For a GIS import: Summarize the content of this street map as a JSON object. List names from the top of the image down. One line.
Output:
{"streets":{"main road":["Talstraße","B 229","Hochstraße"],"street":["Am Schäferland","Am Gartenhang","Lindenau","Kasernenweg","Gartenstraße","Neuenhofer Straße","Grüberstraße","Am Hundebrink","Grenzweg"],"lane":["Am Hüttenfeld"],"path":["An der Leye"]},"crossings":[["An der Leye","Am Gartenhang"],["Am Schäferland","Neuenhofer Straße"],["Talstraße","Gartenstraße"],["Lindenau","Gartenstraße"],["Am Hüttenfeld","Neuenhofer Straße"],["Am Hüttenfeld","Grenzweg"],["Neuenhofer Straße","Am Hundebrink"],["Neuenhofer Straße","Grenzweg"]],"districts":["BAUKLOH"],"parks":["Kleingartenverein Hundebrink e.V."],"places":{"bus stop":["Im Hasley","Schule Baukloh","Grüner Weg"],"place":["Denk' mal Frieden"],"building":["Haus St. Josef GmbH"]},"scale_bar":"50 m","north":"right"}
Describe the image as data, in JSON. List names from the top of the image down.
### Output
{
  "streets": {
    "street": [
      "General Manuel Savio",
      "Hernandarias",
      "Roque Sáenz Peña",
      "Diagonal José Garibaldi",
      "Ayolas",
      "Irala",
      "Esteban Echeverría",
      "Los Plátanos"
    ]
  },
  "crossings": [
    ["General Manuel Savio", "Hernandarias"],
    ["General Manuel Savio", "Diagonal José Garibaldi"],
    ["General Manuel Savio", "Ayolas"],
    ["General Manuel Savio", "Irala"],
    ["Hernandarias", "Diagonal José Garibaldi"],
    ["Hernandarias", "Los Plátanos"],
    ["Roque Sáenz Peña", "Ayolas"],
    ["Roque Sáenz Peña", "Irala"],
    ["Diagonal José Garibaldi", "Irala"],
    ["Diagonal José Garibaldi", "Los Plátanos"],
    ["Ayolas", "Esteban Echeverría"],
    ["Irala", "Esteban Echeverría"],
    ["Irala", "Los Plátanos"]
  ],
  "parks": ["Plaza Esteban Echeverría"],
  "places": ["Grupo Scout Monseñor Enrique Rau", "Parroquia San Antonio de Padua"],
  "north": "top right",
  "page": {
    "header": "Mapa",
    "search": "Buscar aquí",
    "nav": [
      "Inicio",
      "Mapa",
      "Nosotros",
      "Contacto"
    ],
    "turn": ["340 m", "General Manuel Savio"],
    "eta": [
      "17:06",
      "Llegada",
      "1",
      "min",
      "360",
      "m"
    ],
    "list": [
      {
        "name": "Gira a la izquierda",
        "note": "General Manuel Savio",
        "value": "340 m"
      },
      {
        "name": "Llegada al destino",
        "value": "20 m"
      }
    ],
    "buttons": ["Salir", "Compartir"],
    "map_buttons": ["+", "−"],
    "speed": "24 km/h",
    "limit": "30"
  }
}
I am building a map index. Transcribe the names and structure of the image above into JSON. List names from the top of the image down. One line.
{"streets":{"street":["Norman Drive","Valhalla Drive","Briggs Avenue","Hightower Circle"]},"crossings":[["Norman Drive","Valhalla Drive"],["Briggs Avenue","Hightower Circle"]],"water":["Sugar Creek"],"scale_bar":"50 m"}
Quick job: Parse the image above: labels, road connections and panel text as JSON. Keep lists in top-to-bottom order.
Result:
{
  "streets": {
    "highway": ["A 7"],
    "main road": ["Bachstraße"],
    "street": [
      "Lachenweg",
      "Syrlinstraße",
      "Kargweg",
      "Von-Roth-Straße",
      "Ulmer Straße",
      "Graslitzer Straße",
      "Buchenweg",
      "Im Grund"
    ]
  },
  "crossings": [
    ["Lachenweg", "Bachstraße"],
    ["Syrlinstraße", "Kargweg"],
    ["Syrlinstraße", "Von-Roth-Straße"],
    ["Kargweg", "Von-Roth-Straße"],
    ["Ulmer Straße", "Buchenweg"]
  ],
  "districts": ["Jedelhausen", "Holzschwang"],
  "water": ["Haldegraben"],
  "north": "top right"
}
= = = = = = =
Give back the records word for word. Start at the first line, end at the line containing "Describe the image", and include both.

For a GIS import: Summarize the content of this street map as a JSON object. List names from the top of the image down. One line.
Output:
{"streets":{"main road":["Talstraße","B 229","Hochstraße"],"street":["Am Schäferland","Am Gartenhang","Lindenau","Kasernenweg","Gartenstraße","Neuenhofer Straße","Grüberstraße","Am Hundebrink","Grenzweg"],"lane":["Am Hüttenfeld"],"path":["An der Leye"]},"crossings":[["An der Leye","Am Gartenhang"],["Am Schäferland","Neuenhofer Straße"],["Talstraße","Gartenstraße"],["Lindenau","Gartenstraße"],["Am Hüttenfeld","Neuenhofer Straße"],["Am Hüttenfeld","Grenzweg"],["Neuenhofer Straße","Am Hundebrink"],["Neuenhofer Straße","Grenzweg"]],"districts":["BAUKLOH"],"parks":["Kleingartenverein Hundebrink e.V."],"places":{"bus stop":["Im Hasley","Schule Baukloh","Grüner Weg"],"place":["Denk' mal Frieden"],"building":["Haus St. Josef GmbH"]},"scale_bar":"50 m","north":"right"}
Describe the image as data, in JSON. List names from the top of the image down.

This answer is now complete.